Près de 200 personnes ont été envoyées en prison pour tentative de putsch dans cette république d'Asie centrale.

Des affrontements avaient eu lieu en septembre 2015.

Des affrontements avaient eu lieu en septembre 2015.

Archives, Reuters

Près de 200 personnes ont été condamnées à des peines de prison, parfois à vie, pour «rébellion» au Tadjikistan. Elles ont été sanctionnées après des affrontements meurtriers en septembre, a annoncé jeudi le Parquet de ce pays pauvre d'Asie centrale.

En septembre, des opérations policières lancées en réaction à une série d'attaques perpétrées par un groupe de rebelles avaient fait une cinquantaine de morts.

Coup d'Etat

Les autorités avaient alors accusé l'ancien vice-ministre de la Défense Abduhalim Nazarzoda, tout juste démis, d'avoir organisé ces attaques. Elles avaient estimé qu'il s'agissait d'une tentative de coup d'Etat menée avec le soutien de l'opposition islamique.

Selon le procureur général Iousouf Rakhmon, 170 partisans de l'ancien vice-ministre (lui-même mort dans les combats) et 25 opposants ont été condamnés à des peines de prison allant de cinq ans à la perpétuité.

Pour rétablir la peine de mort

«Les procès ont entièrement prouvé que les accusés étaient coupables» de «rébellion», a déclaré Ioussouf Rakhmon lors d'une conférence de presse à Douchanbé, précisant que plusieurs accusés restaient en détention dans l'attente de leurs procès.

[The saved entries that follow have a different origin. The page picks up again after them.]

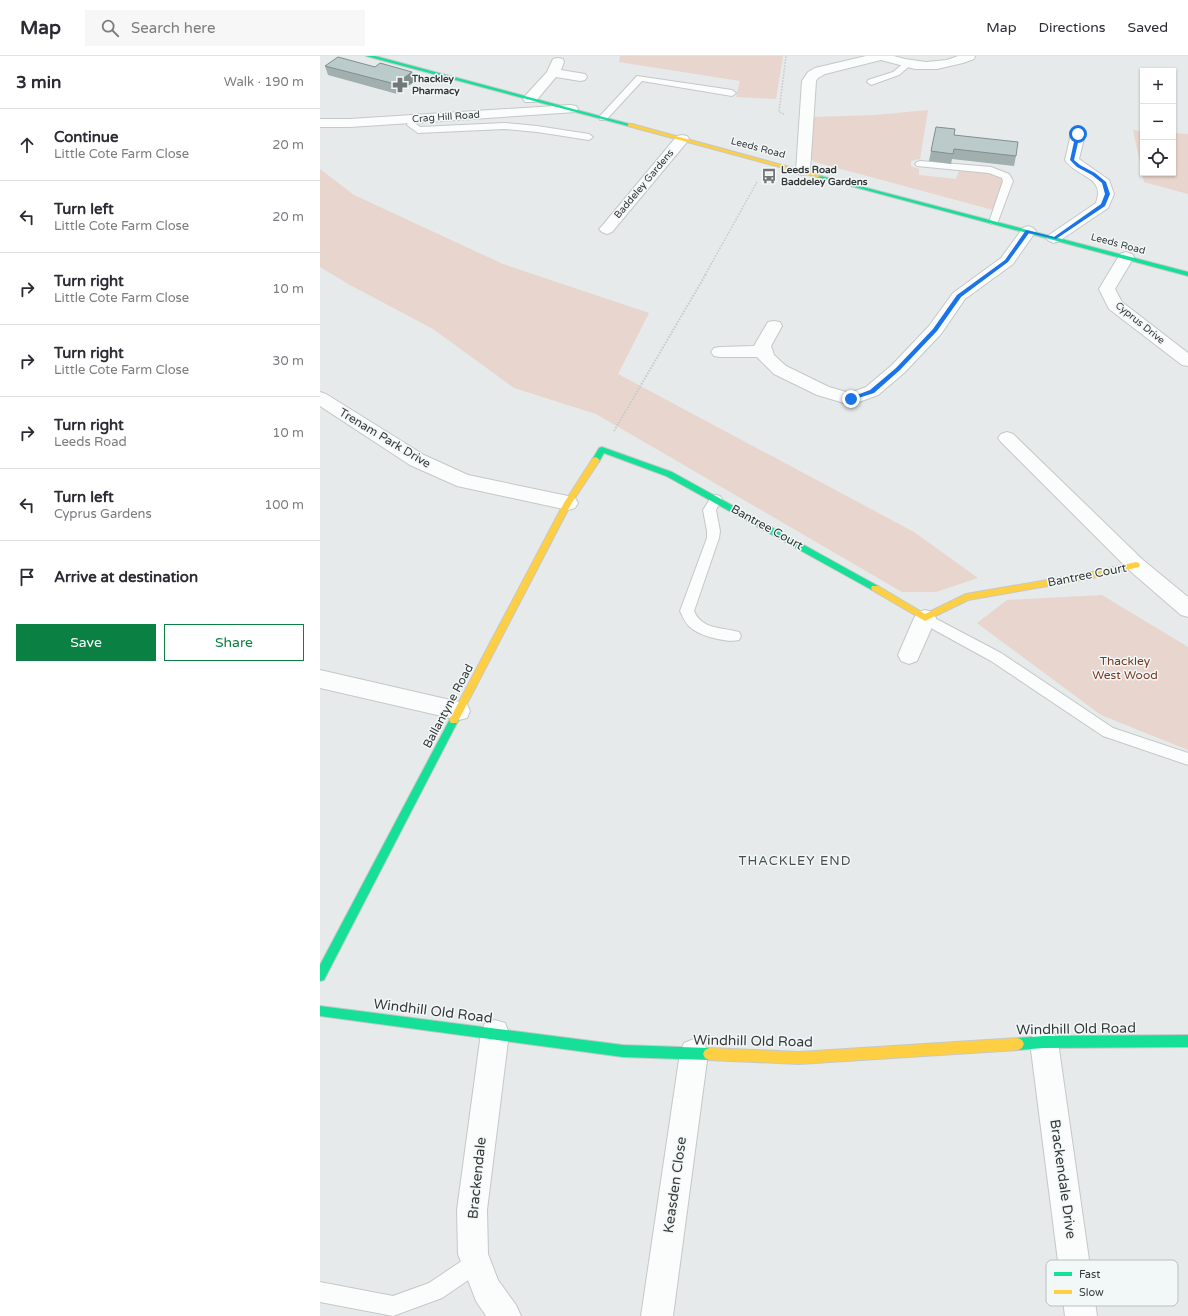 <!DOCTYPE html>
<html lang="en">
<head>
<meta charset="utf-8">
<style>
	:root { --surface:#fff; --page:#f7f7f7; --text:#2b2b33; --muted:#7c7c81; --line:#e1e1e2; --accent:#0b8043 }
	body { margin:0; font-family:"Varela Round",sans-serif; background:var(--page); color:var(--text) }
	.controls { position:absolute; right:12px; top:12px; display:grid; overflow:hidden; border-radius:0px; box-shadow:0 1px 3px #0004 }
	.controls button { width:36px; height:36px; display:grid; place-items:center; padding:0; border:0; border-bottom:1px solid var(--line); background:var(--surface); color:var(--text); font:20px sans-serif }
	.stop { position:absolute; width:12px; height:12px; margin:-9px; border:3px solid #1a73e8; border-radius:50%; background:#fff }
	.stop.end { background:#1a73e8; border-color:#fff; box-shadow:0 1px 4px #0008 }
	.list { margin:0; padding:0; list-style:none }
	h2 { display:flex; justify-content:space-between; align-items:center; height:52px; margin:0; padding:0 16px; font-size:17px }
	h2 small { font-size:13px; font-weight:400; color:var(--muted) }
	.list li { display:grid; grid-template-columns:26px 1fr auto; gap:12px; align-items:center; box-sizing:border-box; height:72px; padding:0 16px; border-top:1px solid var(--line) }
	.list b { display:block; font-size:15px; white-space:nowrap }
	.list p { margin:0; font-size:13px; white-space:nowrap; color:var(--muted) }
	.list em { font-size:13px; font-style:normal; color:var(--muted) }
	.actions { display:flex; gap:8px; padding:12px 16px }
	.actions a { flex:1; padding:9px 0; border:1px solid var(--accent); border-radius:0px; text-align:center; font-size:14px; color:var(--accent) }
	.actions .main { background:var(--accent); color:#fff }
	.icon { flex:none; width:22px; height:22px; fill:none; stroke:currentColor; stroke-width:2; stroke-linecap:round; stroke-linejoin:round }
	.map { position:relative; flex:none; width:868px; height:1260px; overflow:hidden }
	header { display:flex; align-items:center; gap:24px; box-sizing:border-box; height:56px; padding:0 20px; background:var(--surface); border-bottom:1px solid var(--line) }
	header strong { font-size:19px }
	nav { display:flex; gap:22px; margin-inline-start:auto; font-size:14px }
	.search { width:280px; height:36px; background:var(--page); display:flex; align-items:center; gap:10px; box-sizing:border-box; padding:0 14px; border-radius:0px; color:var(--muted); font-size:15px }
	main { display:flex }
	aside { flex:1; background:var(--surface) }
	.map>svg:first-child { display:block }
	.green { fill:#e8d5cd }
	.lines { fill:none; stroke-linecap:round; stroke-linejoin:round }
	.lane-casing { stroke:#c5c8c8; stroke-width:2 }
	.street-casing { stroke:#c5c8c8; stroke-width:2 }
	.fast-casing { stroke:#c5c8c8; stroke-width:2 }
	.slow-casing { stroke:#c5c8c8; stroke-width:2 }
	.path-far1 { stroke:#c9caca; stroke-width:1.5; stroke-dasharray:1.5 1.5; stroke-linecap:butt }
	.path { stroke:#c9caca; stroke-width:2; stroke-dasharray:1.5 1.5; stroke-linecap:butt }
	.lane { fill:#fbfcfc; fill-rule:evenodd }
	.street { fill:#fbfcfc; fill-rule:evenodd }
	.fast { fill:#16e098; fill-rule:evenodd }
	.slow { fill:#ffcf43; fill-rule:evenodd }
	.wall { fill:#a1afaf }
	.shaded-wall { fill:#838e8e }
	.building { fill:#bbcbcb; stroke:#838e8e }
	.route { fill:#1a73e8 }
	.labels { text-anchor:middle; dominant-baseline:central; stroke-width:3; stroke-linejoin:round; paint-order:stroke }
	.far-poi-label { font-size:10px; font-weight:bold; fill:#373939; stroke:#f2f8f8; text-anchor:start }
	.far-street-label { font-size:10px; fill:#373939; stroke:#f2f8f8 }
	.street-label { font-size:12px; fill:#373939; stroke:#f2f8f8 }
	.park-label { font-size:12px; fill:#7b3820; stroke:#f2f8f8 }
	.neighbourhood-label { font-size:13px; letter-spacing:1px; fill:#494e4e; stroke:#f2f8f8 }
	.near-street-label { font-size:14px; fill:#373939; stroke:#f2f8f8 }
	.key { fill:#f2f8f8; stroke:#babfbf; stroke-width:1 }
	.key-label { font-size:11px; fill:#373939 }
</style>
</head>
<body>
<header>
<strong>Map</strong>
<div class="search"><svg class="icon" aria-label="search" viewBox="0 0 24 24"><circle cx="10" cy="10" r="6"/><path d="M15 15l6 6"/></svg>Search here</div>
<nav><a>Map</a><a>Directions</a><a>Saved</a></nav>
</header>
<main>
<aside>
<h2>3 min<small>Walk · 190 m</small></h2>
<ul class="list">
<li><svg class="icon" aria-label="ahead" viewBox="0 0 24 24"><path d="M12 20V5M6 11l6-6 6 6"/></svg><div><b>Continue</b><p>Little Cote Farm Close</p></div><em>20 m</em></li>
<li><svg class="icon" aria-label="left" viewBox="0 0 24 24"><path d="M17 20v-9H6M10 6l-5 5 5 5"/></svg><div><b>Turn left</b><p>Little Cote Farm Close</p></div><em>20 m</em></li>
<li><svg class="icon" aria-label="right" viewBox="0 0 24 24"><path d="M7 20v-9h11M14 6l5 5-5 5"/></svg><div><b>Turn right</b><p>Little Cote Farm Close</p></div><em>10 m</em></li>
<li><svg class="icon" aria-label="right" viewBox="0 0 24 24"><path d="M7 20v-9h11M14 6l5 5-5 5"/></svg><div><b>Turn right</b><p>Little Cote Farm Close</p></div><em>30 m</em></li>
<li><svg class="icon" aria-label="right" viewBox="0 0 24 24"><path d="M7 20v-9h11M14 6l5 5-5 5"/></svg><div><b>Turn right</b><p>Leeds Road</p></div><em>10 m</em></li>
<li><svg class="icon" aria-label="left" viewBox="0 0 24 24"><path d="M17 20v-9H6M10 6l-5 5 5 5"/></svg><div><b>Turn left</b><p>Cyprus Gardens</p></div><em>100 m</em></li>
<li><svg class="icon" aria-label="arrive" viewBox="0 0 24 24"><path d="M6 21V4h12l-3 4 3 4H6"/></svg><div><b>Arrive at destination</b></div></li>
</ul>
<div class="actions"><a class="main">Save</a><a>Share</a></div>
</aside>
<div class="map">
<svg width="868" height="1260" viewBox="0 0 868 1260">
	<rect width="100%" height="100%" fill="#e6eaea"/>
	<!-- green -->
	<g class="green">
		<path d="M300 0H463L456 43 416 41 420 25 299 6Z"/>
		<path d="M608 54 600 103 591 105V110L599 113V119L636 123 639 114 676 117 682 120 683 124 673 154 495 106 488 100 492 61 555 59Z"/>
		<path d="M813 74 823 75V117H853V77L868 78V138L824 126Z"/>
		<path d="M0 113 34 139 183 208 329 257 298 318 594 476 658 522 616 536H582L276 358 194 332 113 273 30 229 0 211Z"/>
		<path d="M782 539 868 591V694L781 659 657 567 687 544Z"/>
	</g>
	<g class="lines">
		<!-- lane casing -->
		<g class="lane-casing">
			<g id="lane">
				<path d="M585 6H588L592 8 579 19 551 29 547 26 548 24 573 16Z"/>
				<path d="M317 20 412 34 416 37 412 40 322 25 286 64H280L279 62 280 60Z"/>
				<path d="M93 60 97 63 96 68 100 71 184 67 217 70 269 78 273 81 269 84 217 76 184 73 98 77 87 69 90 61Z"/>
				<path d="M600 105 671 111 689 118 693 125 677 168H671L669 166 683 125 682 122 669 117 597 110 595 108 597 106Z"/>
				<path d="M396 439 400 440 402 443 396 454 400 475 399 482 374 555C382 574 402 571 419 576L421 580 419 584C407 587 379 580 370 571 365 567 363 561 360 555L387 482V475L383 454 392 440Z"/>
				<path d="M605 557 681 597 793 672 868 697V709L783 680 671 605 600 566 598 562 600 558Z"/>
				<path d="M156 1197 163 1200 166 1207 163 1214 122 1242 73 1260 0 1246V1226L73 1240 109 1227 149 1200Z"/>
			</g>
		</g>
		<!-- street casing -->
		<g class="street-casing">
			<g id="street">
				<path d="M546 0H574L585 3 606 6 627 4 638 0H655L654 3 643 7 617 13H595L561 4 505 18 498 22 496 25 490 115 488 118 483 119 478 118 476 115 482 25 488 16 495 12Z"/>
				<path d="M238 2 243 3 244 6 241 14 265 18 267 21 265 24 260 25 236 21 215 46H205L203 43 205 40 227 16 233 3Z"/>
				<path d="M251 49 256 50 258 53 256 56 30 71H0V63H30Z"/>
				<path d="M758 74 763 75 765 78 759 103 789 124 794 138 788 152 739 185 734 187 729 185 726 182 729 179 776 147C786 120 757 122 745 104L751 78 753 75Z"/>
				<path d="M362 79 367 80 369 83 367 86 292 176 287 178 282 176 279 173 282 170 357 80Z"/>
				<path d="M708 170 713 172 716 175 693 208 645 243 621 278 584 317 558 339 531 349 497 339 454 318 437 301H400L394 300 391 296 394 292 400 291 434 290 448 266 454 265 460 266 462 270 451 290 454 299 466 310 509 331 530 337 546 331 572 309 609 270 633 237 681 202 703 172Z"/>
				<path d="M806 196 812 198 814 201 795 233 802 246 868 297V310L862 309 789 253 779 233 800 198Z"/>
				<path d="M0 336 6 338 104 399 148 419 248 440 255 442 258 447 255 452 248 454 137 430 90 409 0 350Z"/>
				<path d="M687 376 693 378 823 504 868 541V561L861 559 809 514 681 386 678 382 681 378Z"/>
				<path d="M605 554 612 556 616 562 597 605 589 608 581 605 578 599 594 562 598 556Z"/>
				<path d="M0 614 139 646 147 648 150 655 147 662 139 664 0 632Z"/>
				<path d="M175 964 185 967 189 977 167 1154 168 1198 178 1224 196 1249 201 1260H166L156 1245 138 1198 137 1154 161 977 165 967Z"/>
				<path d="M724 972 734 976 738 986 777 1260H745L710 986 714 976Z"/>
				<path d="M374 983 384 987 388 997 353 1260H321L360 997 364 987Z"/>
			</g>
		</g>
		<!-- fast casing -->
		<g class="fast-casing">
			<g id="fast">
				<path d="M46 0H55L313 69 308 70Z"/>
				<path d="M497 119 868 216V220L497 121Z"/>
				<path d="M282 391 352 416 558 530 559 532 558 534H552L346 420 284 397 279 406H273L272 404 279 392Z"/>
				<path d="M134 660 137 661 139 664 137 667 4 924 0 925V909L131 661Z"/>
				<path d="M0 950 303 989 389 992 393 994 395 998 393 1002 389 1004 303 1001 0 960Z"/>
				<path d="M868 979V991L724 992 698 994 694 992 692 988 694 984 698 982 724 980Z"/>
			</g>
		</g>
		<!-- slow casing -->
		<g class="slow-casing">
			<g id="slow">
				<path d="M308 68H312L502 120 497 121 308 70Z"/>
				<path d="M276 401 280 404 251 448 137 667H131L129 664 131 661 244 447 273 402Z"/>
				<path d="M816 506 819 507 820 509 819 511 768 523 648 544 605 565 552 534 551 532 552 530H558L605 558 646 538 768 517Z"/>
				<path d="M698 982 702 984 704 988 702 992 698 994 479 1008 389 1004 385 1002 383 998 385 994 389 992 479 996Z"/>
			</g>
		</g>
		<!-- path-far1 -->
		<g class="path-far1">
			<path d="M464 58 459 56 466 0"/>
			<path d="M385 219 437 126"/>
		</g>
		<!-- path -->
		<path class="path" d="M294 375 386 218"/>
		<!-- lane -->
		<use href="#lane" class="lane"/>
		<!-- street -->
		<use href="#street" class="street"/>
		<!-- fast -->
		<use href="#fast" class="fast"/>
		<!-- slow -->
		<use href="#slow" class="slow"/>
	</g>
	<!-- wall -->
	<g class="wall">
		<path d="M5 10 55 11 92 16 95 25 77 38 8 19Z"/>
		<path d="M634 79 696 100 694 110 632 103 631 108 609 105 611 95Z"/>
	</g>
	<!-- shaded-wall -->
	<path class="shaded-wall" d="M92 16 95 25 77 38 75 28Z"/>
	<!-- building -->
	<g class="building">
		<path d="M18 1 55 11 60 7 92 16 75 28 5 10Z"/>
		<path d="M616 71 635 73 634 79 698 86 696 100 634 93 633 98 611 95Z"/>
	</g>
	<!-- route -->
	<path class="route" d="M756 77 760 78 754 104 760 109 775 117 786 126 790 138 785 150 736 183 709 177 688 206 641 241 617 275 580 314 554 337 529 345V342L550 334 576 312 613 273 637 239 685 204 706 174 734 181 781 148 785 138 782 127 772 119 757 111 750 104Z"/>
	<!-- icons -->
	<defs>
		<g id="pharmacy-bare" transform="scale(1.2)"><path d="M-2-6h4v4h4v4h-4v4h-4v-4h-4v-4h4Z" fill="#747777" stroke="#f2f8f8" stroke-width="2.5" paint-order="stroke"/></g>
		<g id="bus-bare" transform="scale(1.2)"><path d="M-5-6H5V4H4V6H2V4H-2V6H-4V4H-5ZM-3.5-4V0h7V-4ZM-3.5 1.2v1.5H-2V1.2ZM2 1.2v1.5H3.5V1.2Z" fill="#747777" stroke="#f2f8f8" stroke-width="2.5" paint-order="stroke"/></g>
	</defs>
	<g fill-rule="evenodd">
		<use href="#pharmacy-bare" x="80" y="29"/>
		<use href="#bus-bare" x="449" y="120"/>
	</g>
	<g class="labels">
		<!-- far-poi labels -->
		<g class="far-poi-label">
			<text x="92" y="23">Thackley<tspan x="92" dy="12">Pharmacy</tspan></text>
			<text x="461" y="114">Leeds Road<tspan x="461" dy="12">Baddeley Gardens</tspan></text>
		</g>
		<!-- far-street labels -->
		<g class="far-street-label">
			<text transform="translate(126 61) rotate(-4)">Crag Hill Road</text>
			<text transform="translate(438 92) rotate(15)">Leeds Road</text>
			<text transform="translate(324 128) rotate(-50)">Baddeley Gardens</text>
			<text transform="translate(798 188) rotate(15)">Leeds Road</text>
			<text transform="translate(820 267) rotate(39)">Cyprus Drive</text>
		</g>
		<!-- street labels -->
		<g class="street-label">
			<text transform="translate(65 382) rotate(31)">Trenam Park Drive</text>
			<text transform="translate(447 471) rotate(29)">Bantree Court</text>
			<text transform="translate(767 519) rotate(-11)">Bantree Court</text>
			<text transform="translate(128 650) rotate(-62)">Ballantyne Road</text>
		</g>
		<!-- park labels -->
		<g class="park-label">
			<text x="805" y="605">Thackley<tspan x="805" dy="14">West Wood</tspan></text>
		</g>
		<!-- neighbourhood labels -->
		<g class="neighbourhood-label">
			<text x="475" y="805">THACKLEY END</text>
		</g>
		<!-- near-street labels -->
		<g class="near-street-label">
			<text transform="translate(113 955) rotate(7)">Windhill Old Road</text>
			<text transform="translate(756 973) rotate(-1)">Windhill Old Road</text>
			<text transform="translate(433 985) rotate(1)">Windhill Old Road</text>
			<text transform="translate(157 1122) rotate(-84)">Brackendale</text>
			<text transform="translate(743 1123) rotate(82)">Brackendale Drive</text>
			<text transform="translate(355 1129) rotate(-82)">Keasden Close</text>
		</g>
	</g>
	<!-- legend -->
	<rect x="726" y="1204" width="132" height="46" rx="6" class="key"/>
	<rect x="734" y="1216" width="18" height="4" fill="#16e098"/>
	<rect x="734" y="1234" width="18" height="4" fill="#ffcf43"/>
	<g class="key-label">
		<text x="759" y="1222">Fast</text>
		<text x="759" y="1240">Slow</text>
	</g>
</svg>
<div class="controls">
<button>+</button>
<button>−</button>
<button><svg class="icon" aria-label="locate" viewBox="0 0 24 24"><circle cx="12" cy="12" r="6"/><path d="M12 2v4M12 18v4M2 12h4M18 12h4"/></svg></button>
</div>
<div class="stop" style="left:758px;top:78px"></div>
<div class="stop end" style="left:531px;top:343px"></div>
</div>
</main>
</body>
</html>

Le procureur a également dit être en faveur du rétablissement de la peine de mort, abolie en 2004 dans ce pays dirigé d'une main de fer par le président Emomali Rakhmon.

Contre l'intégrisme religieux

Âgé de 63 ans, ce dernier a fait de la lutte contre l'intégrisme religieux une priorité dans ce pays laïc à majorité musulmane où une sanglante guerre civile entre le pouvoir procommuniste et des rebelles islamistes avait fait plus de 100'000 morts entre 1992 et 1997.

Les autorités ont pris en 2015 des mesures radicales pour contrer l'influence grandissante des extrémistes religieux, parmi lesquelles le rasage forcé des barbes, des restrictions pour le pèlerinage annuel à la Mecque et une campagne contre le port du hijab.

En août, le parti de la Renaissance islamique du Tadjikistan, seul parti islamique légal dans le pays, considéré comme modéré, a été interdit sur fond d'accusations de liens avec l'organisation EI.